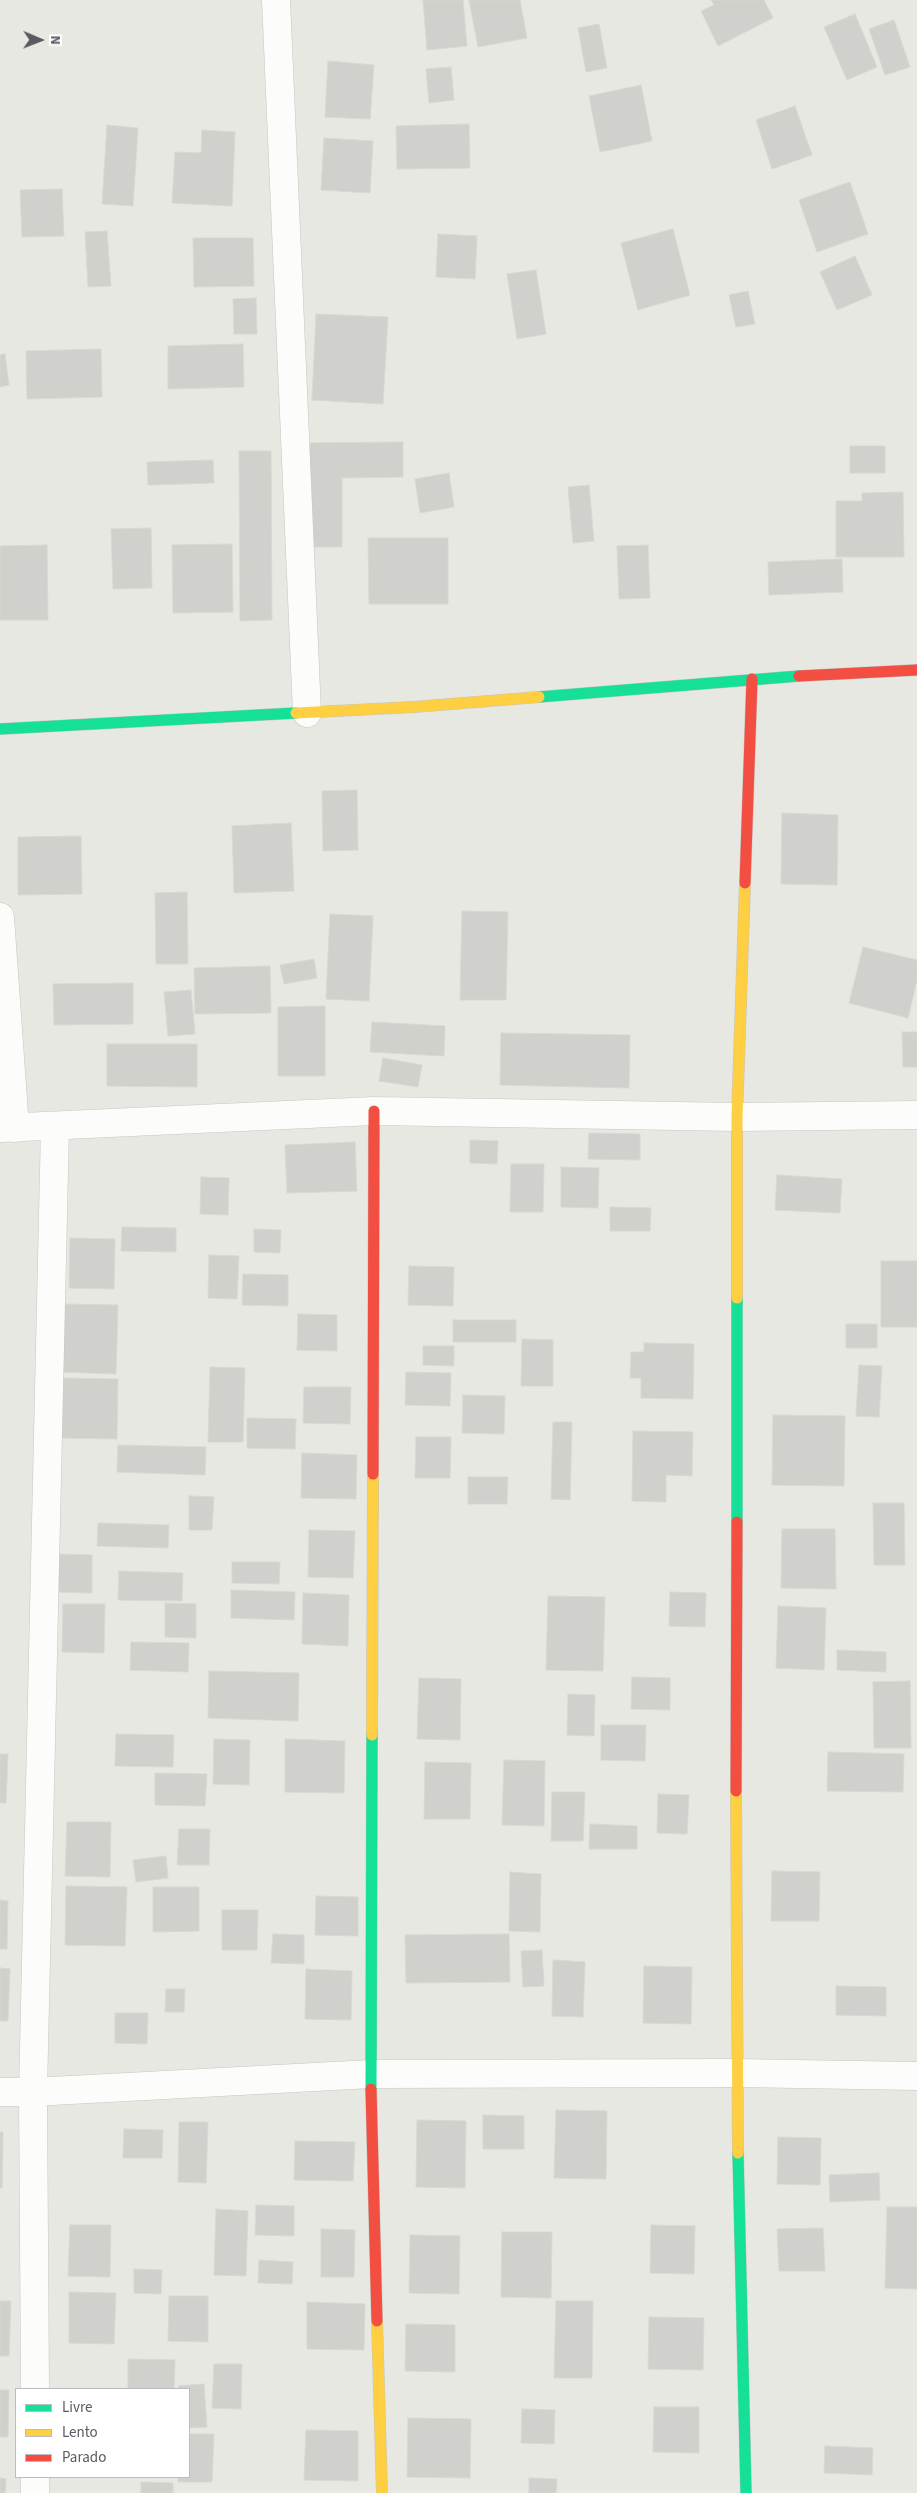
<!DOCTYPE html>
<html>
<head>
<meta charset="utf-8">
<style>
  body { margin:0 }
  #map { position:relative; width:917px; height:2493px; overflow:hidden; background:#e8e8e2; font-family:"Source Sans 3",sans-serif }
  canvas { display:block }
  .legend { position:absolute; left:15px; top:2388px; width:175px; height:90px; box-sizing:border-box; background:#fff; border:1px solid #bcbdc0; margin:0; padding:6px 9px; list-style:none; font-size:15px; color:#585b61 }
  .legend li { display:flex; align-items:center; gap:10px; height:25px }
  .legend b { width:25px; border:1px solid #bcbdc0 }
  .north { position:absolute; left:15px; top:15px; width:50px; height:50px; -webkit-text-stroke:4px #fff; paint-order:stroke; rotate:91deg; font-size:14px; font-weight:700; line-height:20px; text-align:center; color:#585b61 }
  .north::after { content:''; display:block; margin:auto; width:18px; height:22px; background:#585b61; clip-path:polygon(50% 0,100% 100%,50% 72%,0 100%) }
</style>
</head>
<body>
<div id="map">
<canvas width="917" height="2493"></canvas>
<ul class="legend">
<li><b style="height:6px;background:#16e098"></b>Livre</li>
<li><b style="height:6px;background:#ffcf43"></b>Lento</li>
<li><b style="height:6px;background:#f24e42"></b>Parado</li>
</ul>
<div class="north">N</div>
</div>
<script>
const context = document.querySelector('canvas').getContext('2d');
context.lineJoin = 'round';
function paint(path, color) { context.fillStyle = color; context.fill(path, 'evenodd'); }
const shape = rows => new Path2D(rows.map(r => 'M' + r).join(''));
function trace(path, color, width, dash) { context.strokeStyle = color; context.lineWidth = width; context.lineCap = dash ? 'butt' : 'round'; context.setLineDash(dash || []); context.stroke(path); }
const building = shape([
  [423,0,463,0,467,46,427,50,423,0],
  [469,0,520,0,527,38,478,47,469,0],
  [711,0,764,0,773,18,718,46,701,11,714,5,711,0],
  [855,14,877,67,847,80,824,27,855,14],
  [894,20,910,67,885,75,869,29,894,20],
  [599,24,607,68,586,72,578,28,599,24],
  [328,61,374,65,370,119,325,117,328,61],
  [451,67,454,100,429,103,426,69,451,67],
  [641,85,652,141,600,152,589,96,641,85],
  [795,106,812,155,772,169,756,120,795,106],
  [469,124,470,168,397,169,396,126,469,124],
  [107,125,138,128,133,206,102,204,107,125],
  [202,130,235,132,232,206,172,203,175,152,201,153,202,130],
  [324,138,373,141,370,193,321,190,324,138],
  [850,182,868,234,817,252,799,200,850,182],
  [62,189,64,236,22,237,20,190,62,189],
  [673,229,690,295,638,310,621,243,673,229],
  [107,231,111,286,88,287,85,232,107,231],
  [438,234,477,236,475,279,436,277,438,234],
  [193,238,253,238,254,286,194,287,193,238],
  [855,256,872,295,837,310,820,272,855,256],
  [536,270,546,334,517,339,507,274,536,270],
  [748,291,755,324,736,327,729,295,748,291],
  [256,298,257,334,234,334,233,299,256,298],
  [316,314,388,317,383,404,312,400,316,314],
  [243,344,244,387,168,389,168,346,243,344],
  [101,349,102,397,27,399,26,351,101,349],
  [5,354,9,385,0,387,0,355,5,354],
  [403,442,403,477,342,478,342,547,304,547,303,443,403,442],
  [850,446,885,446,885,473,850,473,850,446],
  [239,451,271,451,272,620,240,621,239,451],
  [213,460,214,483,148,485,147,462,213,460],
  [449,473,454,507,420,513,415,479,449,473],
  [589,485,594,541,573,543,568,487,589,485],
  [903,492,904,557,836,557,836,501,862,501,862,493,903,492],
  [151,528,152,588,113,589,111,529,151,528],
  [368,538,448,538,448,604,369,604,368,538],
  [232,544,233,612,173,613,172,545,232,544],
  [47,545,48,620,0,620,0,546,47,545],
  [648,545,650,598,619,599,617,546,648,545],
  [842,559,843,592,769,595,768,562,842,559],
  [357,790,358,850,323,851,322,791,357,790],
  [782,813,838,815,837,885,781,884,782,813],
  [291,823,294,891,234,893,232,826,291,823],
  [81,836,82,894,18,895,18,837,81,836],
  [187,892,188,964,156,964,155,893,187,892],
  [462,911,508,912,506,1000,460,1000,462,911],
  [330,914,373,916,369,1001,326,999,330,914],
  [863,947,917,960,917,980,908,1018,849,1003,863,947],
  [314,959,317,978,284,984,280,965,314,959],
  [270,966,271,1013,195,1014,194,968,270,966],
  [133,983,133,1024,54,1025,53,984,133,983],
  [191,990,195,1034,168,1036,164,992,191,990],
  [325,1006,325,1076,278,1076,278,1007,325,1006],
  [372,1022,445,1026,444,1056,370,1052,372,1022],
  [902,1032,917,1032,917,1067,903,1067,902,1032],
  [501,1033,630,1035,629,1088,500,1085,501,1033],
  [107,1044,197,1044,197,1087,107,1086,107,1044],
  [383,1058,422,1065,418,1087,379,1081,383,1058],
  [589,1133,640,1134,640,1160,588,1159,589,1133],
  [470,1140,498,1141,497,1164,470,1163,470,1140],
  [355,1142,357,1191,287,1193,285,1145,355,1142],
  [511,1164,544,1164,543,1212,510,1212,511,1164],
  [561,1167,599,1168,598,1208,561,1207,561,1167],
  [777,1175,842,1179,840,1213,775,1210,777,1175],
  [201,1177,229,1178,228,1215,200,1214,201,1177],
  [610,1207,651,1208,650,1231,610,1231,610,1207],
  [122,1227,176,1228,176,1252,121,1251,122,1227],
  [254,1229,281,1230,280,1253,254,1252,254,1229],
  [70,1238,115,1239,114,1289,69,1288,70,1238],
  [209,1255,239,1256,237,1299,208,1298,209,1255],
  [881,1261,917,1261,917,1327,881,1327,881,1261],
  [409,1266,454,1267,453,1306,408,1305,409,1266],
  [243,1274,288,1275,288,1306,242,1305,243,1274],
  [62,1304,118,1305,116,1374,61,1372,62,1304],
  [298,1314,337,1315,337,1351,297,1350,298,1314],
  [453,1320,516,1320,516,1342,453,1342,453,1320],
  [846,1324,877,1324,877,1348,846,1348,846,1324],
  [522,1339,553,1340,553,1386,521,1386,522,1339],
  [644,1343,694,1344,693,1399,641,1398,641,1378,630,1378,631,1352,644,1352,644,1343],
  [423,1346,454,1346,454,1366,423,1365,423,1346],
  [859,1365,882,1366,879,1417,856,1416,859,1365],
  [210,1367,245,1368,243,1442,208,1442,210,1367],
  [406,1372,451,1373,450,1406,405,1405,406,1372],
  [60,1378,118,1379,117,1439,59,1438,60,1378],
  [304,1387,351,1387,350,1424,303,1423,304,1387],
  [463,1395,505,1396,504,1434,462,1433,463,1395],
  [773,1415,845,1416,844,1486,772,1485,773,1415],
  [247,1418,296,1419,295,1449,247,1448,247,1418],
  [553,1422,572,1422,570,1500,551,1499,553,1422],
  [633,1431,693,1432,692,1476,666,1475,666,1502,632,1501,633,1431],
  [416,1437,451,1437,450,1478,415,1478,416,1437],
  [118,1445,206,1447,205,1475,117,1472,118,1445],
  [302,1453,357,1455,356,1499,301,1498,302,1453],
  [468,1477,508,1477,507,1504,468,1504,468,1477],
  [189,1496,214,1497,212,1530,189,1530,189,1496],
  [873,1503,904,1503,905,1565,874,1565,873,1503],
  [98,1523,169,1525,168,1548,97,1546,98,1523],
  [782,1529,835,1529,836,1589,781,1588,782,1529],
  [309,1530,355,1531,353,1578,308,1577,309,1530],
  [58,1554,92,1555,92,1593,57,1592,58,1554],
  [232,1562,280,1562,279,1584,232,1583,232,1562],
  [119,1571,183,1573,182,1601,118,1600,119,1571],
  [231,1590,295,1592,294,1620,231,1618,231,1590],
  [670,1592,706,1593,705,1627,669,1626,670,1592],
  [303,1593,349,1595,348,1646,302,1644,303,1593],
  [548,1596,605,1597,603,1671,546,1670,548,1596],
  [165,1603,196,1604,196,1638,165,1637,165,1603],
  [63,1604,105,1604,104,1653,62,1652,63,1604],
  [778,1606,826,1608,824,1670,776,1668,778,1606],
  [131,1642,189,1643,188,1672,130,1670,131,1642],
  [837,1650,886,1652,886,1672,837,1670,837,1650],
  [209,1671,299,1673,298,1721,208,1718,209,1671],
  [632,1677,670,1678,670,1710,631,1709,632,1677],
  [419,1678,461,1679,460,1740,417,1739,419,1678],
  [910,1681,911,1748,874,1748,873,1682,910,1681],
  [568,1694,595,1695,594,1736,567,1735,568,1694],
  [601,1725,646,1725,645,1761,601,1760,601,1725],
  [116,1734,174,1735,173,1767,115,1766,116,1734],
  [214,1739,250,1740,249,1785,213,1784,214,1739],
  [285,1739,345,1741,344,1793,285,1792,285,1739],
  [828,1752,904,1754,903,1792,827,1791,828,1752],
  [0,1754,8,1754,6,1803,0,1803,0,1754],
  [504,1760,545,1761,544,1826,502,1825,504,1760],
  [425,1762,471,1763,470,1819,424,1819,425,1762],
  [155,1773,207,1774,205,1806,155,1805,155,1773],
  [552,1792,585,1792,583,1841,551,1841,552,1792],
  [658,1794,689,1795,687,1834,657,1833,658,1794],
  [67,1822,111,1822,110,1877,65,1876,67,1822],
  [590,1824,637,1826,637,1849,589,1849,590,1824],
  [179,1829,210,1829,209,1865,177,1865,179,1829],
  [166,1856,168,1878,136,1882,133,1860,166,1856],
  [772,1871,820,1872,819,1921,771,1921,772,1871],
  [510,1872,541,1874,540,1932,509,1931,510,1872],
  [66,1886,127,1887,125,1946,65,1945,66,1886],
  [153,1887,199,1887,199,1931,153,1932,153,1887],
  [316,1896,358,1897,358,1936,315,1935,316,1896],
  [0,1900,8,1901,7,1949,0,1949,0,1900],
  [222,1910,258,1910,257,1950,222,1950,222,1910],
  [273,1934,304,1935,304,1964,271,1963,273,1934],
  [509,1934,510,1982,406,1983,405,1935,509,1934],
  [542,1950,544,1986,523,1987,521,1951,542,1950],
  [553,1960,585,1962,583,2017,552,2016,553,1960],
  [644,1966,692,1967,691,2024,643,2023,644,1966],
  [0,1968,10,1969,8,2021,0,2021,0,1968],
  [306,1969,352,1971,351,2020,305,2019,306,1969],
  [836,1986,886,1987,886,2016,836,2015,836,1986],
  [166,1989,185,1989,184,2012,165,2012,166,1989],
  [115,2013,148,2013,147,2044,115,2043,115,2013],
  [556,2110,607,2111,606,2179,554,2178,556,2110],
  [483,2115,524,2116,524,2149,483,2149,483,2115],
  [417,2120,466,2121,465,2188,416,2187,417,2120],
  [179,2122,208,2122,206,2183,178,2182,179,2122],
  [124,2129,163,2130,162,2158,123,2158,124,2129],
  [0,2132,3,2132,2,2188,0,2188,0,2132],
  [778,2137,821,2138,820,2185,777,2184,778,2137],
  [295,2141,355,2142,353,2181,294,2180,295,2141],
  [879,2173,880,2200,830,2202,829,2175,879,2173],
  [256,2205,294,2206,294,2236,255,2235,256,2205],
  [887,2207,917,2207,917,2289,885,2288,887,2207],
  [216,2209,248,2211,246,2276,214,2275,216,2209],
  [70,2225,111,2225,110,2277,68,2276,70,2225],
  [651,2225,695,2226,694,2274,650,2273,651,2225],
  [823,2228,825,2271,779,2271,777,2229,823,2228],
  [321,2229,355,2230,354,2277,321,2277,321,2229],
  [502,2232,552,2232,551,2298,501,2297,502,2232],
  [410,2235,460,2236,459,2294,409,2293,410,2235],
  [259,2260,293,2262,292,2284,258,2283,259,2260],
  [134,2269,162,2270,161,2294,134,2293,134,2269],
  [69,2292,116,2293,114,2344,69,2343,69,2292],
  [169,2296,208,2296,208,2342,168,2341,169,2296],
  [0,2301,11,2301,9,2356,0,2356,0,2301],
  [556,2301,593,2301,592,2378,554,2378,556,2301],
  [307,2302,365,2304,364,2350,307,2349,307,2302],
  [649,2317,704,2318,703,2370,648,2369,649,2317],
  [406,2324,455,2325,455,2372,405,2371,406,2324],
  [128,2359,175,2360,174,2389,128,2389,128,2359],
  [214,2364,242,2364,241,2409,212,2408,214,2364],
  [204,2384,207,2427,189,2428,189,2389,179,2389,178,2386,204,2384],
  [0,2390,9,2390,8,2437,0,2437,0,2390],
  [654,2407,699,2407,699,2453,653,2452,654,2407],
  [522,2409,555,2410,554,2444,521,2443,522,2409],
  [408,2418,471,2419,470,2478,407,2477,408,2418],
  [306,2430,358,2431,358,2481,304,2480,306,2430],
  [189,2434,214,2434,212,2482,178,2482,178,2477,189,2477,189,2434],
  [825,2446,873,2448,872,2475,824,2473,825,2446],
  [0,2478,6,2479,5,2493,0,2493,0,2478],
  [529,2478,557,2479,556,2493,529,2493,529,2478],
  [141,2482,173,2483,173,2493,141,2493,141,2482]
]);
paint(building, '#d0d0cc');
trace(building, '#d8d7d1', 1);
const street = shape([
  [276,0,307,713],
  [0,917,15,1128],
  [0,1128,374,1111,737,1117,917,1115],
  [0,2092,33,2092,371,2074,736,2073,917,2076],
  [35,2389,33,2092,55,1127],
  [35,2477,35,2493]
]);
const fast = shape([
  [539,697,799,676],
  [0,729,296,713],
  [737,1522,737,1298],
  [371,2089,372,1735],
  [738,2153,746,2493]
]);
const slow = shape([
  [296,713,414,707,539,697],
  [737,1298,737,1117,745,883],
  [372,1735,373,1474],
  [736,1791,738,2153],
  [377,2321,382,2493]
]);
const jam = shape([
  [799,676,917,670],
  [745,883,752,679],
  [373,1474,374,1111],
  [736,1791,737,1522],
  [371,2089,377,2321]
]);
trace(street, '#c5c6c4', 29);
trace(fast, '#c4c5c5', 12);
trace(slow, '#c4c5c5', 12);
trace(jam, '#c4c5c5', 12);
trace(street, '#fcfcfb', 28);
trace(fast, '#16e098', 11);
trace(slow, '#ffcf43', 11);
trace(jam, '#f24e42', 11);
</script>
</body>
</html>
________________
- **ACTIVITY**
Work out how many lines in the records above hold the string "canvas", then give only that count.

- **FINISHED EXERCISE**
3